JLL estimates that the new nano flat supply represents more than 4% of total housing supply over the next three years. This comes from a mere 206 such units completed in 2016, as developers are cashing in on the nano flat trend with a strong pipeline that includes ‘Upper East’ in Hunghom and ‘T Plus’ in Tuen Mun which could provide a combined 730 units.
Hong Kong’s home-starved market has been more than receptive to the wave of nano flats with nearly all of the 68 flats at serviced apartment project The Unit leasing within a few months.
In fact, demand for such residential units ballooned by 52% YoY in the first eight months of 2018, according to Bloomberg data, pushing the share of such dwellings in total apartment sales from 9.3% in 2017 to 12.4%.
The usual target market of nano flats are first-time buyers, coincidentally the same audience as the government’s Starter Homes Scheme, who can only afford property costs within $6m range. But such budget in the world’s most expensive housing market can only get them so far as a small flat at decaying housing estates, making the option of nano flats with more affordable lump sum price tags more attractive, JLL said in a previous report.
“The relatively more attractive lump sums involved in the purchase of nano flats has led to buyers piling into the market. With the growth in salaries lagging home prices, developers are now adjusting the sizes of flats built to maintain smaller lump sums that can be absorbed by buyers,” Henry Mok, regional director of capital markets at JLL said in a statement.

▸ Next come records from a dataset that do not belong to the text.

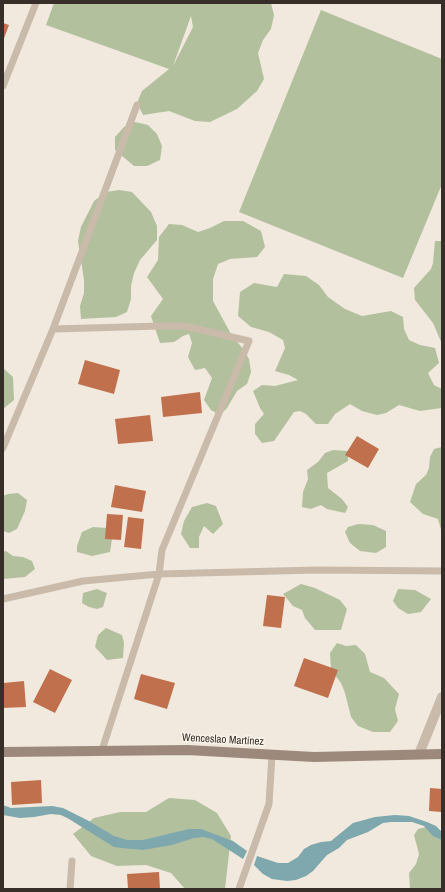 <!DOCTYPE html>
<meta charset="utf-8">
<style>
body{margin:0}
#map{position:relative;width:445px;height:892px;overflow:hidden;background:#f1e9dd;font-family:"Archivo Narrow",sans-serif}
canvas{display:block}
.frame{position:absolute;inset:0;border:4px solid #372e29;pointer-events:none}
</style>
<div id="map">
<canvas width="445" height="892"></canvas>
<div class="frame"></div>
</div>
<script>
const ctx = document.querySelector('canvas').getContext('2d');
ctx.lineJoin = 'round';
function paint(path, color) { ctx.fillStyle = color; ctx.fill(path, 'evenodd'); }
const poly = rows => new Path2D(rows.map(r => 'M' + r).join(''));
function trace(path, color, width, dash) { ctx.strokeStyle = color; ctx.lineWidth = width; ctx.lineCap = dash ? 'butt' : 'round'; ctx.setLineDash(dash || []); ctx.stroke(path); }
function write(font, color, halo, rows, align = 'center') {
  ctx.font = font + ' "Archivo Narrow",sans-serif'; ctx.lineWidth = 3; ctx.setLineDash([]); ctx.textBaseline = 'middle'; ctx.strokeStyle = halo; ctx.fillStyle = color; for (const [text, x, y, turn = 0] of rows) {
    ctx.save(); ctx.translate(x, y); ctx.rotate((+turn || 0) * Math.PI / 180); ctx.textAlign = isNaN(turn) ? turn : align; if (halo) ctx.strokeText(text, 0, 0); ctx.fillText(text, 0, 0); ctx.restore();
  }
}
paint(poly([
 [54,3,271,3,274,15,271,29,263,40,258,53,264,79,257,91,237,109,210,122,195,121,169,111,143,115,137,103,142,91,169,69,46,25],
 [191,16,193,27,173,66],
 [321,10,442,59,442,184,403,278,239,212],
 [135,122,148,125,157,134,162,146,160,160,147,166,134,166,115,150,115,137,124,127],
 [119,190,132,192,151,212,157,226,157,240,140,260,134,273,131,286,131,299,127,312,116,317,81,319,80,306,84,293,84,280,78,241,81,227,94,201,106,192],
 [224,221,243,221,261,231,265,247,257,257,230,259,218,264,213,279,213,301,231,334,243,349,249,359,251,372,247,384,237,391,227,408,220,415,211,410,204,400,212,378,205,368,195,370,188,357,192,343,189,334,183,336,174,342,160,343,151,316,163,299,147,277,158,260,159,237,169,224,182,225,198,232,210,228],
 [435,241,442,241,442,344,433,323,415,300,414,288,431,269,433,263],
 [284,274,306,276,319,285,328,297,345,309,362,316,391,311,403,317,404,329,409,340,420,345,435,348,439,363,428,373,434,385,442,389,442,408,420,411,399,405,386,413,377,415,362,411,350,404,335,414,328,424,316,424,306,414,300,411,294,412,274,441,262,443,255,434,255,424,264,414,260,408,253,391,262,385,275,386,298,380,289,375,275,371,285,348,283,340,269,332,251,327,238,316,240,292,254,283,277,287],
 [3,368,13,377,14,400,3,409],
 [442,447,442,533,438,519,423,514,410,502,416,484,426,475,429,468,430,457,434,449],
 [333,450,348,451,348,461,327,473,328,488,342,499,348,507,345,513,327,509,321,505,311,509,302,507,303,492,308,479,307,470,318,462,325,453],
 [18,493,27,500,25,511,17,529,9,533,3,531,3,496,8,494],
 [207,503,216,506,223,524,213,534,204,526,199,537,199,548,190,548,181,534,184,521,192,507],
 [358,524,373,525,386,531,386,547,376,553,360,551,350,543,345,532,348,527],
 [93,527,107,528,112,539,110,552,92,556,77,552,77,546,82,532],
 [6,551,13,556,23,557,32,561,35,569,25,577,3,579,3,552],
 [301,584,315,588,340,600,347,609,341,630,315,630,305,618,302,610,293,606,283,594],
 [97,589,107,593,103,607,97,609,89,607,82,603,83,593],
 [398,589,415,590,431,599,421,612,408,614,398,608,393,601],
 [106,628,122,635,124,643,123,658,107,660,95,647,98,635],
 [337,643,346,646,356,645,365,654,370,672,384,678,399,694,395,709,398,721,390,732,373,732,358,726,351,717,345,693,341,683,331,670,330,653],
 [169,798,195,800,217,813,231,836,225,889,185,889,171,873,146,865,117,866,91,856,73,834,94,818,120,812,146,812],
 [426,827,442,837,442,889,410,889,409,873,416,864,419,854,414,835,418,829]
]), '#b2c09e');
paint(poly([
 [3,805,11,808,52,806,63,808,87,820,114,836,127,840,143,840,189,829,201,829,233,841,247,851,243,859,212,839,203,837,194,838,172,845,143,850,122,848,114,847,69,819,61,815,51,814,34,817,20,818,3,815],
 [395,815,409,816,427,822,436,826,442,832,442,840,433,836,424,826,412,822,391,822,383,823,368,832,347,840,339,848,327,855,313,871,306,876,296,880,287,881,272,879,263,874,254,865,257,856,278,863,288,863,298,857,304,849,311,845,321,842,331,841,353,823,375,817]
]), '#7ea8ad');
paint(poly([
 [3,23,9,25,3,41],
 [85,360,120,370,114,394,78,384],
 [200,392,202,413,163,417,161,397],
 [150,415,153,441,118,444,115,419],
 [357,436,379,449,368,468,345,455],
 [115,485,146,491,142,512,111,507],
 [107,514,123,515,121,540,105,539],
 [128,517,144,519,141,549,124,547],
 [267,595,285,597,281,628,263,626],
 [304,658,338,670,328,698,294,686],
 [50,669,72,680,55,713,33,702],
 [141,674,175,683,167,709,134,699],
 [24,681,26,707,3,708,3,683],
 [41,780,42,803,12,805,11,782],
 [430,788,442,789,442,812,429,811],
 [159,872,160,889,128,889,127,874]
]), '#c0704d');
trace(poly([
 [3,86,36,3],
 [53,329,161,326,184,326,249,341,162,550,159,574,102,750],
 [3,448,53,329,137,105],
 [3,599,83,581,159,574,317,570,442,571],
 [70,889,72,861],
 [239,889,269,804,272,755]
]), '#c9baaa', 7);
trace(poly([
 [419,754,442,697]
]), '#c9baaa', 10);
trace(poly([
 [3,752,187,750,314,757,442,754]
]), '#9c897b', 10);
write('11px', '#372e29', '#f9f3ea', [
 ["Wenceslao Martínez",223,740,3]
]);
</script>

An upcoming development at Area 1a/1b in Discovery Bay is expected to test the limits of just how small nano flats can go, according to JLL, with the smallest units featuring a saleable area of less than 90 sqft.
“The popularity of nano flats has seen supply skyrocket in recent years with construction spreading from the city’s urban areas to more decentralised regions. And with the introduction of the new vacancy tax announced at the end of June, we expect this trend to continue as developers build more affordable housing units; which can be more readily digested by the market,” added Cathie Chung, national director of research at JLL.
An average Hong Konger earning $50,000 in annual income would need around $900,000 to purchase a home as the city ranks as the priciest housing market for the eighth year in a row, according to annual Demographia International Housing Affordability Survey, which puts the median house prices divided by annual median household income at 18.1.